Le recourant soutient que la parcelle 1013 ne serait pas

équipée. Il indique avoir « l’absolue certitude » de l’absence de

canalisation d’eaux claires et d’eaux usées desservant le terrain. A son avis,

il n’existerait aucun raccordement possible sur la route de St-Cergue.

a) Selon l’art. 19 al. 1 de la loi fédérale sur

l’aménagement du territoire du 22 juin 1979 (LAT), le terrain est réputé équipé

lorsqu’il est desservi par des conduites auxquelles il est possible de se

raccorder sans frais disproportionnés pour l’alimentation en eau et en énergie

ainsi que pour l’évacuation des eaux usées. L'art. 19 LAT fixe un cadre général

et les prescriptions des lois spéciales fédérales et cantonales régissent les

conditions spécifiques de l'équipement pour chacun des domaines concernés

demeurent applicables. Pour l’alimentation en eau et en énergie, l’exigence de

l’art. 19 al. 1 LAT est formulée de façon très générale. L’eau doit être propre

à la consommation et sa pression suffisante pour les besoins de lutte contre

l’incendie. En ce qui concerne l’évacuation des eaux usées, l’art. 19 LAT

renvoie à la loi fédérale sur la protection des eaux (LEaux). Dans les zones à

bâtir et dans les autres zones équipées d’égouts, les bâtiments doivent en

principe être raccordés au réseau des égouts publics (art. 11 LEaux). L’art. 49

de la loi vaudoise sur l’aménagement du territoire et les constructions du 4

décembre 1985 (LATC) ne pose pas d’autres exigences plus sévères en se limitant

à constater à son alinéa 1 que « l’équipement est défini par la loi

fédérale sur l’aménagement du territoire ». Ainsi, l’équipement est

suffisant lorsqu’il est possible de se raccorder sans frais disproportionnés

aux canalisations publiques ainsi qu’au réseau d’eau et d’alimentation en

énergie. Le droit fédéral n’exige donc pas que les équipements publics se

situent directement aux limites de la parcelle.

b) Pour l'évacuation des

eaux usées la loi fédérale sur la protection des eaux du 24 janvier 1991

(LEaux) prévoit que les cantons veillent à la construction des réseaux d'égouts

publics et des stations centrales d'épuration des eaux usées provenant des

zones à bâtir (art. 10 let. a LEaux).
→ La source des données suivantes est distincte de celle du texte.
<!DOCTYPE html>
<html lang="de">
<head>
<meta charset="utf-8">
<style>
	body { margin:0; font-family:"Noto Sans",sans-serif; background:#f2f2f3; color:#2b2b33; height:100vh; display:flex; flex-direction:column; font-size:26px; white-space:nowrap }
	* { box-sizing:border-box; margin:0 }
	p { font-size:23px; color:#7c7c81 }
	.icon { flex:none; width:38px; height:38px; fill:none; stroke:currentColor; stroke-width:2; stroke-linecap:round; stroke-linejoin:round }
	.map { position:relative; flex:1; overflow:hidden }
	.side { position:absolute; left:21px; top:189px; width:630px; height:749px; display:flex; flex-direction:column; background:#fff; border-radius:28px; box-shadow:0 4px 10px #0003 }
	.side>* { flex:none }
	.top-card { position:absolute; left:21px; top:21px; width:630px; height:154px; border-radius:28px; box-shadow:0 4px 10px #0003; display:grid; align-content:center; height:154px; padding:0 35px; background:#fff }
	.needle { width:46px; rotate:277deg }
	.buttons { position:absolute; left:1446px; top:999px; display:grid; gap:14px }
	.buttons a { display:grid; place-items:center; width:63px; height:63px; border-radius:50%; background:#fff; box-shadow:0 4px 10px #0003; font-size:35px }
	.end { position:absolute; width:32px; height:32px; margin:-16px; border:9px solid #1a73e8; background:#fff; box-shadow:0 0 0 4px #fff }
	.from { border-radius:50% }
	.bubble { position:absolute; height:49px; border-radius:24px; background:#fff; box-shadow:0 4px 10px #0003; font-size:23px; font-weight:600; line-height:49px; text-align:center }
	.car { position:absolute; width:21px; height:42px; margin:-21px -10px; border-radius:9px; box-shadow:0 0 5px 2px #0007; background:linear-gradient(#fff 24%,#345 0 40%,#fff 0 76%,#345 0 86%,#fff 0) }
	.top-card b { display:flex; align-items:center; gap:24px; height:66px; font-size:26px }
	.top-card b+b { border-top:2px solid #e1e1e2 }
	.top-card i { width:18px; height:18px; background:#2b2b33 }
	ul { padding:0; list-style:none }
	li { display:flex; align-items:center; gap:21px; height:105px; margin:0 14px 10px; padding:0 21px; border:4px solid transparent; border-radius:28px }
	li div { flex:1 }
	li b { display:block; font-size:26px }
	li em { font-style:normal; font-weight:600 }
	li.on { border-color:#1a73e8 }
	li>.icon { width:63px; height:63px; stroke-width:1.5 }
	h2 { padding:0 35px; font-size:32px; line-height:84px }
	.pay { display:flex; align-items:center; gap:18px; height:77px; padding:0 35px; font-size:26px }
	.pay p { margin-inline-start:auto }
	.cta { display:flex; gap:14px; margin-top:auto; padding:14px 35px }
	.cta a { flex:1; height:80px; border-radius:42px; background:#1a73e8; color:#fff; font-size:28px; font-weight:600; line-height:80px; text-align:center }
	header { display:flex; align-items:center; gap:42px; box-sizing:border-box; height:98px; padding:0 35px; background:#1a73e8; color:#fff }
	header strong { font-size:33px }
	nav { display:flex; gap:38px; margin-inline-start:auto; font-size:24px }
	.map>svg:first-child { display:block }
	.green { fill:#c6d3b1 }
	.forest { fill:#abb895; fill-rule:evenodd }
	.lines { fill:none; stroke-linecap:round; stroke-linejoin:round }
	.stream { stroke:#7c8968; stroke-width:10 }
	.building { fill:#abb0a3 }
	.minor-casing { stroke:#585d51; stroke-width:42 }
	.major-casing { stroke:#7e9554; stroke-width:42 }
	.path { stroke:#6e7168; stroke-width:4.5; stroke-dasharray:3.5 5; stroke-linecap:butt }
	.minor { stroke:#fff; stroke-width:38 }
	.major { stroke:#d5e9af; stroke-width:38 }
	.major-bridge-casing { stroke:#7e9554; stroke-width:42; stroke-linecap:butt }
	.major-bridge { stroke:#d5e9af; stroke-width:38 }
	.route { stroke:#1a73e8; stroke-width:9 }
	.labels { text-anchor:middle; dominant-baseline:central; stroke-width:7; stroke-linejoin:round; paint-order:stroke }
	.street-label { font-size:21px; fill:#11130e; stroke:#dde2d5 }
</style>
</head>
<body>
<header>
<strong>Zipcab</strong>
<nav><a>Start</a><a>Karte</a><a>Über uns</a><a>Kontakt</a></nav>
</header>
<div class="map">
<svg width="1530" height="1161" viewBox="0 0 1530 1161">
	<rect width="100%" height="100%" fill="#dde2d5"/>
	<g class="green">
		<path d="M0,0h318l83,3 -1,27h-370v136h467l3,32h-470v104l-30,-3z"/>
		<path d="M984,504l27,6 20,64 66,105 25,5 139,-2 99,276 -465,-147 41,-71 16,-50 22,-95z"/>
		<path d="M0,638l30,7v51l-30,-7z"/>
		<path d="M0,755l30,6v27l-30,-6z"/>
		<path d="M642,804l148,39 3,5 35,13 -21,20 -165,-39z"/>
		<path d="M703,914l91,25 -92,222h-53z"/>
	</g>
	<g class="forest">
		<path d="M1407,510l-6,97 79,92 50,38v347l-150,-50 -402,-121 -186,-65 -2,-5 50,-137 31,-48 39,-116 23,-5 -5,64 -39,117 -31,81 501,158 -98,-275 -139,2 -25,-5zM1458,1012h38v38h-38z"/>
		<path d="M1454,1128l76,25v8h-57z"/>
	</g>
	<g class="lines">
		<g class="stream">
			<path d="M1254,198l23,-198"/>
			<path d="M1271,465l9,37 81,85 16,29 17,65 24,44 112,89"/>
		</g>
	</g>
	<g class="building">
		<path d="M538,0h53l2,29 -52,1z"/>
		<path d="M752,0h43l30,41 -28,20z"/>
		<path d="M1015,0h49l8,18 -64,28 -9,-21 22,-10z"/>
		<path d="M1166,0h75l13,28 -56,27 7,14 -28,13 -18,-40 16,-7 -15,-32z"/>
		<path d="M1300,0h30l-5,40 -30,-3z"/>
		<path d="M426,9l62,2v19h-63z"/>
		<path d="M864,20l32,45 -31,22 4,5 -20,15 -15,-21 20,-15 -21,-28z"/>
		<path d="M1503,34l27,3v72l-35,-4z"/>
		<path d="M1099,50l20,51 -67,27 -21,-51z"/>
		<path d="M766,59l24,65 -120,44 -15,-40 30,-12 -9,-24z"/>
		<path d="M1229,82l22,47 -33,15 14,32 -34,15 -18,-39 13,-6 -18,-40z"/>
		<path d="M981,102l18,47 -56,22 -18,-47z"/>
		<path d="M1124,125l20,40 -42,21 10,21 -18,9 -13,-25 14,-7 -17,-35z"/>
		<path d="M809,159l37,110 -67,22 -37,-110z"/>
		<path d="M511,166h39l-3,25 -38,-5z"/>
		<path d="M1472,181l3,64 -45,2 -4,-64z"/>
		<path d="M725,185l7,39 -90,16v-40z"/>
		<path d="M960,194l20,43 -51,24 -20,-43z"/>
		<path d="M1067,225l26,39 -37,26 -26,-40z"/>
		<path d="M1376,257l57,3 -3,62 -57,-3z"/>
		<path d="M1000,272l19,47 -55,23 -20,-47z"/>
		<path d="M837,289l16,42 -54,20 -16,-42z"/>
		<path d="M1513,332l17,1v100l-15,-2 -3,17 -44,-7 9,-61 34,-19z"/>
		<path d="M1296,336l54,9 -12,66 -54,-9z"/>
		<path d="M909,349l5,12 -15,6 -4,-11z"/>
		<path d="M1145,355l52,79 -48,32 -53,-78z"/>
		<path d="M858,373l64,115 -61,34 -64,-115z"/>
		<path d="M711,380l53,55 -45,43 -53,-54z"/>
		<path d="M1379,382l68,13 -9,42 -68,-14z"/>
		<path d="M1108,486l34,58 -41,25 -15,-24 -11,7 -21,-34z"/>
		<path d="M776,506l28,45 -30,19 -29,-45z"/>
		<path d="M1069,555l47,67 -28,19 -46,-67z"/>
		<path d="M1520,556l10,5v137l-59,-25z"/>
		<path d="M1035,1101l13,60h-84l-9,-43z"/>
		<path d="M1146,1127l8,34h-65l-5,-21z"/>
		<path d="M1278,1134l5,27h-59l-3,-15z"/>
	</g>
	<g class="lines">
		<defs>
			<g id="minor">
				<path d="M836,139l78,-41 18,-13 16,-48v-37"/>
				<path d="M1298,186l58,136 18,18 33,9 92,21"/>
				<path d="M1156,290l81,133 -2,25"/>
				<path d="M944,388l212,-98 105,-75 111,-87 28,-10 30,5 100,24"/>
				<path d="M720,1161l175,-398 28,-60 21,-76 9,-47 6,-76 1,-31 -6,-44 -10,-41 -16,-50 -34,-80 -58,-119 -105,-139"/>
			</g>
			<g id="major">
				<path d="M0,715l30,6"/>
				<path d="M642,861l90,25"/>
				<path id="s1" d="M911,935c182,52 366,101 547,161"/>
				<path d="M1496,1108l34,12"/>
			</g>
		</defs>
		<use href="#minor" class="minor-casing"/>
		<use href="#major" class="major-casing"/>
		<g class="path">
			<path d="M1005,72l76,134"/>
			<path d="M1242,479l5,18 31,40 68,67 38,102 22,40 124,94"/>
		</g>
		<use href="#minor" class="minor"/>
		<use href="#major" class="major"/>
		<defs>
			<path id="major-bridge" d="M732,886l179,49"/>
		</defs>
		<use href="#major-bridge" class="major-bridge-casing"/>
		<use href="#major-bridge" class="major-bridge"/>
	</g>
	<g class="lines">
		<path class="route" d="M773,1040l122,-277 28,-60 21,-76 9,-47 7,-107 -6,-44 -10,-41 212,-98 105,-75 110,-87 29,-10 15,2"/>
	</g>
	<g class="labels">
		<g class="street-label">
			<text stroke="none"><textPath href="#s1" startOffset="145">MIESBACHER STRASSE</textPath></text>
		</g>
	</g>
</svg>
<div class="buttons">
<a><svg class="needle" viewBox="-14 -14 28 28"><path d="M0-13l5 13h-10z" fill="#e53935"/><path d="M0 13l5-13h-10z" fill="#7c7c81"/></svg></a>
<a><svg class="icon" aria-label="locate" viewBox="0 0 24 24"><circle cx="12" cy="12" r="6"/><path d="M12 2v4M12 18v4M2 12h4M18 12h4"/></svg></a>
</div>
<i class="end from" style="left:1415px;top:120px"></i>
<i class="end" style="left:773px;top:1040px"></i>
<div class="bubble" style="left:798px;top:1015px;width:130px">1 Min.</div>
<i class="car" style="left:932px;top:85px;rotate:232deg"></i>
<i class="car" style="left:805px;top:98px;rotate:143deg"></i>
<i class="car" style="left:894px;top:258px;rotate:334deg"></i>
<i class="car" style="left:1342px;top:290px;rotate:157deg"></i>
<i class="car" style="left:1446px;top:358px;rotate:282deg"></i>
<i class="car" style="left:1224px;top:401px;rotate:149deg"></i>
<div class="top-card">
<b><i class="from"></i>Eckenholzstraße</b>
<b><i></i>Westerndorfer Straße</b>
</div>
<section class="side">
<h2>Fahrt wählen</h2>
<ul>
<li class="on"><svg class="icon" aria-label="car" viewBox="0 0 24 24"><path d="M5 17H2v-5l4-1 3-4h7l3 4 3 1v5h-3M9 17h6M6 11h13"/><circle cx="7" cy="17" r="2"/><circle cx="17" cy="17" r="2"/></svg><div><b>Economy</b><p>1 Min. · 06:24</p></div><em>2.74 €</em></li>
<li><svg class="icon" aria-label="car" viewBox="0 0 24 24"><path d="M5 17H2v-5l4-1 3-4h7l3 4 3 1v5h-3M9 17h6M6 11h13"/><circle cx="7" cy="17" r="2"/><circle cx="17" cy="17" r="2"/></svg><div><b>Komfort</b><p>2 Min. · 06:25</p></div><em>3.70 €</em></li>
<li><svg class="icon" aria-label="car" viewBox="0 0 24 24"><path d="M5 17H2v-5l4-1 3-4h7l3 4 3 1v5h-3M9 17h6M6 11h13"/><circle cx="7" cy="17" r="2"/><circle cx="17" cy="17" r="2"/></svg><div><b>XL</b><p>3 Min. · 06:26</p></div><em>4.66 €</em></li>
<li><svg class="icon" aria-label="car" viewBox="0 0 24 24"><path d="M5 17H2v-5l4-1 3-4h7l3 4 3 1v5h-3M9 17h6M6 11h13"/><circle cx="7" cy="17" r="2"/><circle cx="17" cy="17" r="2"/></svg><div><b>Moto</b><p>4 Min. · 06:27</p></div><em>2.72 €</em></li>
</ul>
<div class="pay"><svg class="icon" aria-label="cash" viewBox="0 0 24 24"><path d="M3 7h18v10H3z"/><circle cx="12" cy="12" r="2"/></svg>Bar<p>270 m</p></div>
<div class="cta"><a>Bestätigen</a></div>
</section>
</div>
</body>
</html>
Selon l'art. 11 al. 1 LEaux, les eaux

polluées produites dans le périmètre des égouts publics doivent être déversées

dans les égouts; l'art. 11 al. 2 LEaux précise que le périmètre des égouts

publics englobe les zones à bâtir (let. a), les autres zones, dès qu'elles sont

équipées d'égouts selon l'art. 10 al. 1 let. b LEaux (let. b), ainsi que les

autres zones dans lesquelles le raccordement au réseau d'égouts est opportun et

peut raisonnablement être envisagé (let. c). L'art. 12 al. 1 de l'ordonnance

sur la protection des eaux du 28 octobre 1998 (OEaux) précise encore que le

raccordement est considéré comme opportun lorsqu'il peut être effectué

conformément aux règles de la technique avec des coûts de construction usuels

(let. a); il peut être raisonnablement envisagé lorsque les coûts du

raccordement ne sont pas sensiblement plus élevés que ceux d'un raccordement

comparable dans la zone à bâtir (let. b). Ainsi, les conditions découlant de

l'art. 18 aOGPEP ont été reprises à l'art. 11 al. 2 let. c LEaux de sorte que

la jurisprudence rendue en application de l'art 18 aLPEP, et dont l'art. 12 al.

1.

OEaux reprend les éléments essentiels, reste applicable pour déterminer si un

raccordement est opportun et peut être raisonnablement envisagé.

L'obligation de

raccordement prescrite à l'art. 18 aLPEP ne repose pas seulement sur des

considérations de technique des eaux usées, mais elle devait encore assurer un

financement équilibré, commun et égal pour toutes les installations de

canalisation et d'épuration nécessaires à la protection des eaux (ATF 112 Ib 53

ss, 107 Ib 118 consid. 2a). Le raccordement est considéré comme opportun

lorsqu'en raison des conditions topographiques, il peut s'effectuer de façon

parfaite à des frais normaux et ne charge pas les installations au-delà de leur

capacité (ATF 115 Ib 28 consid. 2b/aa p. 30-31); aussi le raccordement peut

être raisonnablement exigé pour un bâtiment situé hors des zones à bâtir lorsque

les frais ne dépassent pas sensiblement ceux que nécessite le raccordement d'un

bâtiment situé en zone à bâtir (ATF 115 Ib 28 consid. 2b/bb p. 30-31). C'est

ainsi que le Tribunal fédéral a estimé qu'un raccordement pouvait encore

raisonnablement être exigé lorsqu'il s'élevait à 30'000 fr. pour une villa de

cinq pièces. Il a aussi jugé que le raccordement dont le coût total s'élevait à

plus de 60'000 fr. pouvait être raisonnablement exigé pour un bâtiment dont la

valeur d'assurance incendie s'élevait à 546'000 fr. et qui comprenait douze

pièces habitées par trois familles comportant au total treize personnes (ATF

115.

Ib 28 consid. 2b/cc p. 33). Selon l'ancienne jurisprudence du Conseil

d'Etat, le coût du raccordement qui n'excédait pas le 5 % de la valeur d'assurance

incendie du bâtiment pouvait ainsi être exigé du propriétaire (arrêt CE R9

114/78 du 16 avril 1980; arrêt TA AC R9 972/89 du 6 octobre 1993).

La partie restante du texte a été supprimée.